WHAT THE EXERCISE ASKS
Your answer must contain each line of the listing in which "Boulevard" appears, copied in full.

LISTED ENTRIES
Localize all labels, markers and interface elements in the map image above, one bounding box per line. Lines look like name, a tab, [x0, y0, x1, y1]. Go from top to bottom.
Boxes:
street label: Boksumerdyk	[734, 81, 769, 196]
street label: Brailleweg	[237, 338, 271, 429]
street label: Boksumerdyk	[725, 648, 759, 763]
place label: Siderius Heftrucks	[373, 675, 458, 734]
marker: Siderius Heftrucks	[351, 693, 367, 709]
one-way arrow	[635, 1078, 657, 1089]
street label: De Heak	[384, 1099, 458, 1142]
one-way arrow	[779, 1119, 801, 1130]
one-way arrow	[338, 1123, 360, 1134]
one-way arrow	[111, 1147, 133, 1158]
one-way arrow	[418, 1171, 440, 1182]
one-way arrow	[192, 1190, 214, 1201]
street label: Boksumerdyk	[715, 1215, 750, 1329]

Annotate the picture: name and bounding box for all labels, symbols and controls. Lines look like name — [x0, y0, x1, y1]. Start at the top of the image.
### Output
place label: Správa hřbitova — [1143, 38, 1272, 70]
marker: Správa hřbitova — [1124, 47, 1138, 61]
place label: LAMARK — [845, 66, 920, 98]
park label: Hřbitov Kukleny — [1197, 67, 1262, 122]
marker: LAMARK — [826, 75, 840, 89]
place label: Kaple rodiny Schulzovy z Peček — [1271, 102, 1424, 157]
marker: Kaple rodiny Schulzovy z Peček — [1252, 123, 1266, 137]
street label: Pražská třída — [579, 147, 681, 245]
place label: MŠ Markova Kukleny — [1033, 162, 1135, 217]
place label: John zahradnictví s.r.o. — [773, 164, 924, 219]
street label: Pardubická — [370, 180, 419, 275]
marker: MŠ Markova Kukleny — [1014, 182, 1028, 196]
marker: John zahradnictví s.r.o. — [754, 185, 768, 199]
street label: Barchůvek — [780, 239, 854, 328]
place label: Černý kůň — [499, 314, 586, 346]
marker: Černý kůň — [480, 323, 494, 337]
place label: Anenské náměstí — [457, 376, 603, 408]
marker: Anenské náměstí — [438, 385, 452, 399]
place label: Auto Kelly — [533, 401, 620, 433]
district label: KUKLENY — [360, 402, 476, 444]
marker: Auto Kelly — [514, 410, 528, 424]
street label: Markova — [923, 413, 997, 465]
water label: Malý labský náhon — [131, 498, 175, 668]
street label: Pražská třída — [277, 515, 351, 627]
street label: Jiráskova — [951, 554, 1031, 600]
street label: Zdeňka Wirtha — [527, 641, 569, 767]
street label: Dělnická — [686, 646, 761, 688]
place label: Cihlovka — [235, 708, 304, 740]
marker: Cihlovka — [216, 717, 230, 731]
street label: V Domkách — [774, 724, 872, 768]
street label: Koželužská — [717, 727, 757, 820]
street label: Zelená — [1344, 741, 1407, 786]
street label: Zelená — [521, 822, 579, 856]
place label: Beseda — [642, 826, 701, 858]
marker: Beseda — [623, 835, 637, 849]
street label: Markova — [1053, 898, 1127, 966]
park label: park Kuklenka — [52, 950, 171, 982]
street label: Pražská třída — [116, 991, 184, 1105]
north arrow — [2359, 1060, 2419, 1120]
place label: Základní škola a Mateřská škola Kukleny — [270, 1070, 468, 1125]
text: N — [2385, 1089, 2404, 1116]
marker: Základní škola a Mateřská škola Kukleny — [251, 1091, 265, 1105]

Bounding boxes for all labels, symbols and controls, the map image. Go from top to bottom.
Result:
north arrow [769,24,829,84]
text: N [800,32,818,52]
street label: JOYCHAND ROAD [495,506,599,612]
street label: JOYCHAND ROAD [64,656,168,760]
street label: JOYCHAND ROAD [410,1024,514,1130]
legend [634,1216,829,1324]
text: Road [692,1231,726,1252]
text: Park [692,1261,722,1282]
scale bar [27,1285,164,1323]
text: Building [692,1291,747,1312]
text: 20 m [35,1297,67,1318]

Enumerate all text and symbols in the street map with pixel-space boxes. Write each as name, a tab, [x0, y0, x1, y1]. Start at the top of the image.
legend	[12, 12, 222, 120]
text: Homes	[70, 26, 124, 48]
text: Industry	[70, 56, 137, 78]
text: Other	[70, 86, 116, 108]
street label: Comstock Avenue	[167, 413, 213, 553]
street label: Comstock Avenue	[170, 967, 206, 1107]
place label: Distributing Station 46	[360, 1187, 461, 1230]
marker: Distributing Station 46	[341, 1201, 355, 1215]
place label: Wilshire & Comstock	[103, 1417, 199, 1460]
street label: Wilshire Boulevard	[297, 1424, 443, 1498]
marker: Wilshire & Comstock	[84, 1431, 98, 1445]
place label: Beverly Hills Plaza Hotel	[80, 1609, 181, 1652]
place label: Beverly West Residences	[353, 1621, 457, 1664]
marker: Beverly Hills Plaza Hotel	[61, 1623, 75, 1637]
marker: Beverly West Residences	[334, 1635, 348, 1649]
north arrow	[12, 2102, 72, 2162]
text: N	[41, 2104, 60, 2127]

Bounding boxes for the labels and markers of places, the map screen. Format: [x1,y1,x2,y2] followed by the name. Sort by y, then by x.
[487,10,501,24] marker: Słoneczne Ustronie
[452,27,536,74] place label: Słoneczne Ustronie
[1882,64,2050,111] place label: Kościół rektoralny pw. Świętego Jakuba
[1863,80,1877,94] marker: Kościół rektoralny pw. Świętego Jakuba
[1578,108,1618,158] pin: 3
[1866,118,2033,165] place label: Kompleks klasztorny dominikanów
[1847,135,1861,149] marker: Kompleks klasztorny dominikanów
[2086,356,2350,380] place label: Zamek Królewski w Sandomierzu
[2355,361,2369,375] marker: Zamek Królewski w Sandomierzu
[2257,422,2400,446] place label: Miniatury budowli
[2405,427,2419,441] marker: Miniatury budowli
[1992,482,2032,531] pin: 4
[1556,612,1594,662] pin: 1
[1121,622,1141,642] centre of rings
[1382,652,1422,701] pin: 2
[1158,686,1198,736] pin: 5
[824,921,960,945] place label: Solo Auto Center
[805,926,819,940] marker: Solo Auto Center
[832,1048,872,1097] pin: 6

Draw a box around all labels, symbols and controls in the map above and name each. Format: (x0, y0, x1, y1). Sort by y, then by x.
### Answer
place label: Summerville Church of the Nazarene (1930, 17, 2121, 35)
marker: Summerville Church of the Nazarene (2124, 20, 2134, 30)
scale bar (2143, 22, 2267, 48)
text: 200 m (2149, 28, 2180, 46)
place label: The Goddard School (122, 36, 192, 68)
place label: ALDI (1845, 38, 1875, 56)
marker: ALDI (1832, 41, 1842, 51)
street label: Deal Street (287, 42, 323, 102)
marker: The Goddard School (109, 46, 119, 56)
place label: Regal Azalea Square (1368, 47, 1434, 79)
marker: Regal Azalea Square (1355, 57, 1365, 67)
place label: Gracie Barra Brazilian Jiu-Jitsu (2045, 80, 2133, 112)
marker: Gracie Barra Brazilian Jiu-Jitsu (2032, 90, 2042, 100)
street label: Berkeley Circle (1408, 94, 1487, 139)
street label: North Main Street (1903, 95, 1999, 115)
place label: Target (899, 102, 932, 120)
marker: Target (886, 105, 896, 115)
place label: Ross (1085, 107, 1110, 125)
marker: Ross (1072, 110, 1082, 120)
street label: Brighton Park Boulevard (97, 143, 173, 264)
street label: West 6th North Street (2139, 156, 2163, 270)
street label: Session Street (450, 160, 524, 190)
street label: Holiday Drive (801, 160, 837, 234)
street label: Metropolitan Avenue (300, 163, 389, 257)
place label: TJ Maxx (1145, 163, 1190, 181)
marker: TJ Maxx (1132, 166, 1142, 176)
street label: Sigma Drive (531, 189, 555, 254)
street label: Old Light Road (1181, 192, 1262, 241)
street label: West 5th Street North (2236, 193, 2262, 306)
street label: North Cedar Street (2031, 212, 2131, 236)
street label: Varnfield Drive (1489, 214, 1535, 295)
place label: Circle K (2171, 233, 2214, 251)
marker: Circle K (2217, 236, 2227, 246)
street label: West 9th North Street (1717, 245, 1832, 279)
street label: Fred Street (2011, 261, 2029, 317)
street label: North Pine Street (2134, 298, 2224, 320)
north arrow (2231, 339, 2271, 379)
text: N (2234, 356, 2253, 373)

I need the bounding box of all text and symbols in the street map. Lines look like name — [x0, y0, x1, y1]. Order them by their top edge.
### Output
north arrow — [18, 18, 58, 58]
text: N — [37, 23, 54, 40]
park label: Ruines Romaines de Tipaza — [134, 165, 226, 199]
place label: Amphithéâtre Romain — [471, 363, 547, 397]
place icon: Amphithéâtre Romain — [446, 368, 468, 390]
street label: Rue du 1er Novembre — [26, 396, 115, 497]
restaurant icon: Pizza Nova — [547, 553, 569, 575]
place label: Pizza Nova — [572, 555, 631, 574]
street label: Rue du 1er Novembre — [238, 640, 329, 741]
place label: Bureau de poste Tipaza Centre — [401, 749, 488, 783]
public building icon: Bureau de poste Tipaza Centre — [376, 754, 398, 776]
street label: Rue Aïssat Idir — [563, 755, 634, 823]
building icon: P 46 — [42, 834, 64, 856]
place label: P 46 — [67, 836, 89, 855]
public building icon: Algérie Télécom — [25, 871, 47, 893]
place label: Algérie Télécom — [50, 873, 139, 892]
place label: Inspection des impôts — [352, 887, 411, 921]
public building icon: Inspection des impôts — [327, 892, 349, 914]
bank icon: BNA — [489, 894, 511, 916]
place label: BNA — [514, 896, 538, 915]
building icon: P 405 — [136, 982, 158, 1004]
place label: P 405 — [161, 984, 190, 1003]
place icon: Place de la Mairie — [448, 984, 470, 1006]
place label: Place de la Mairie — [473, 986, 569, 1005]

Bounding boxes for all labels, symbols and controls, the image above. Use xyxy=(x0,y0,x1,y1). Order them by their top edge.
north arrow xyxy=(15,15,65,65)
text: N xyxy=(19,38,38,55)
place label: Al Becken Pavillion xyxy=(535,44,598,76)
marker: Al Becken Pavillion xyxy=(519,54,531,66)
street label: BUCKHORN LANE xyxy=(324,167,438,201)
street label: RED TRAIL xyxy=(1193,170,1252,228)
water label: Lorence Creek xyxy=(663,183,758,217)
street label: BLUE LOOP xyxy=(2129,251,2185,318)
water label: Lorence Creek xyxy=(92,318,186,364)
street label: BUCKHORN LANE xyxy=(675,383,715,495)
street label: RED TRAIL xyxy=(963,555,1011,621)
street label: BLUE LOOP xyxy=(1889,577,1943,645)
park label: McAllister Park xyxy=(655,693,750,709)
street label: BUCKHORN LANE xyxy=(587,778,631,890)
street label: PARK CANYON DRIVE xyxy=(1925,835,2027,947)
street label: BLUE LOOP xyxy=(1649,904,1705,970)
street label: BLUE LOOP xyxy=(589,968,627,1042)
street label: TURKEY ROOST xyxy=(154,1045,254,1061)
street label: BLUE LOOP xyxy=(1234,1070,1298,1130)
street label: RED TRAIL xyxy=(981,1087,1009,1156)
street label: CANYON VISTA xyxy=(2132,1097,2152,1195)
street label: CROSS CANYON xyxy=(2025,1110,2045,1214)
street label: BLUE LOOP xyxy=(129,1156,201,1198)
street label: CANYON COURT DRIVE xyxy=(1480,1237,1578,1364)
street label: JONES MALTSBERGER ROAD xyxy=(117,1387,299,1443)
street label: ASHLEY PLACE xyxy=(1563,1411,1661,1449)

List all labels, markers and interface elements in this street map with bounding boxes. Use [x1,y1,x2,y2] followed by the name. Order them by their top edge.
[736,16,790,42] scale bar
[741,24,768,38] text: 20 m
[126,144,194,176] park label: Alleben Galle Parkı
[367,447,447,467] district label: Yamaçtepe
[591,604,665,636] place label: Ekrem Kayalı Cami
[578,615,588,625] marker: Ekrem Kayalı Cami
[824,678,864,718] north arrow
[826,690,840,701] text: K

REPLY
street label: Wilshire Boulevard	[297, 1424, 443, 1498]
street label: Brighton Park Boulevard (97, 143, 173, 264)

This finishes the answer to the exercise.